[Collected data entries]
========================================================================

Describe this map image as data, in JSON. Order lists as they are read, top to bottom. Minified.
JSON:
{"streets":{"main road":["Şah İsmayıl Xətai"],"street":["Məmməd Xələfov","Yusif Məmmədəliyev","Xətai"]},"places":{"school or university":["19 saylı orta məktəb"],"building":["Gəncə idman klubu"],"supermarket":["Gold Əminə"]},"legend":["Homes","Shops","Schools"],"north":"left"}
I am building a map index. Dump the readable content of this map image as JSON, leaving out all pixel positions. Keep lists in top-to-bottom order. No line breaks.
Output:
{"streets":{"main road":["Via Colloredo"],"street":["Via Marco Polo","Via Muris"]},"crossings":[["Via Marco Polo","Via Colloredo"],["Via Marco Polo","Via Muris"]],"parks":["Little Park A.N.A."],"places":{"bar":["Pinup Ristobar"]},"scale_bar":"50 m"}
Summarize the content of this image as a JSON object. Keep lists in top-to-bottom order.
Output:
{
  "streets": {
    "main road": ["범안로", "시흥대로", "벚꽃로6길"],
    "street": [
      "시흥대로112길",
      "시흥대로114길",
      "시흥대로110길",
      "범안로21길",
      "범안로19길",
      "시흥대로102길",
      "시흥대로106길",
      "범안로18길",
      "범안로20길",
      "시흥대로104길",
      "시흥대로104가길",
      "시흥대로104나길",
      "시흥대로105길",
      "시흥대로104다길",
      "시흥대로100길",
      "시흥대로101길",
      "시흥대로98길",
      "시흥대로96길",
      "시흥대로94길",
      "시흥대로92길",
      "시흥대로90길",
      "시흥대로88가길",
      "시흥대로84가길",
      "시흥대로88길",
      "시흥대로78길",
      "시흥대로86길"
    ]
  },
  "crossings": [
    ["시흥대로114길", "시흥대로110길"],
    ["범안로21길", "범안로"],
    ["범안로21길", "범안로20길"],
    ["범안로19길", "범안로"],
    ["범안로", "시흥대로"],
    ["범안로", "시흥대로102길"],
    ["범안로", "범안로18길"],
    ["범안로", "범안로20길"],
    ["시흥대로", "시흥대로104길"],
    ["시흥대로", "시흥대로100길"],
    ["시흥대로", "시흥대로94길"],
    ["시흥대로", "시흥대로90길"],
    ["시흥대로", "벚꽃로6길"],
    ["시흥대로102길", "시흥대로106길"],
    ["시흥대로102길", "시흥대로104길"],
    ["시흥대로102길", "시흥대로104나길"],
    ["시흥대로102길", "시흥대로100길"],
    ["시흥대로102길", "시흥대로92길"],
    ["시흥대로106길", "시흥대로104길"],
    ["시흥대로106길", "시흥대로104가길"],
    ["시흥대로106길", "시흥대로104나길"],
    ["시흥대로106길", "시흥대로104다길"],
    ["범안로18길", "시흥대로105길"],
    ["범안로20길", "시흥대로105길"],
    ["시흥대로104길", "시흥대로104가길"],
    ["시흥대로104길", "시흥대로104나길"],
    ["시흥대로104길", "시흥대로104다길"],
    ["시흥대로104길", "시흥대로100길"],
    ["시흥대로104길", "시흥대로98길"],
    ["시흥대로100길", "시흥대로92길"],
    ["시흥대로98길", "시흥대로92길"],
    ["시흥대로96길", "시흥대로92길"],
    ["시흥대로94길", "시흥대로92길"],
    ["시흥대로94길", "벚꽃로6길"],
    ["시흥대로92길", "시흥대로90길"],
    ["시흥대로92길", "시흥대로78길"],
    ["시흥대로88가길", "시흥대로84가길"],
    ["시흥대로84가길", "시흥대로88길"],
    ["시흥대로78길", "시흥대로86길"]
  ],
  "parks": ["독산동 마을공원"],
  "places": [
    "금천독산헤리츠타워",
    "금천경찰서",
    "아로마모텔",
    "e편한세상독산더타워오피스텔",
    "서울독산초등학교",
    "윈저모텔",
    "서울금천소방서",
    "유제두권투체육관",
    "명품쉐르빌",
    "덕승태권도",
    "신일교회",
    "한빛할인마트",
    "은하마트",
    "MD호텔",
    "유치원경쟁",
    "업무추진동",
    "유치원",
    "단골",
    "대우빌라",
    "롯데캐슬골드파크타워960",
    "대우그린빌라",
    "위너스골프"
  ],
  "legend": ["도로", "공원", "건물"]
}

========================================================================

## Work item
If a line in the records above contains the string "JSON", copy that line out.

## Written answer
Describe this map image as data, in JSON. Order lists as they are read, top to bottom. Minified.
JSON:
I am building a map index. Dump the readable content of this map image as JSON, leaving out all pixel positions. Keep lists in top-to-bottom order. No line breaks.
Summarize the content of this image as a JSON object. Keep lists in top-to-bottom order.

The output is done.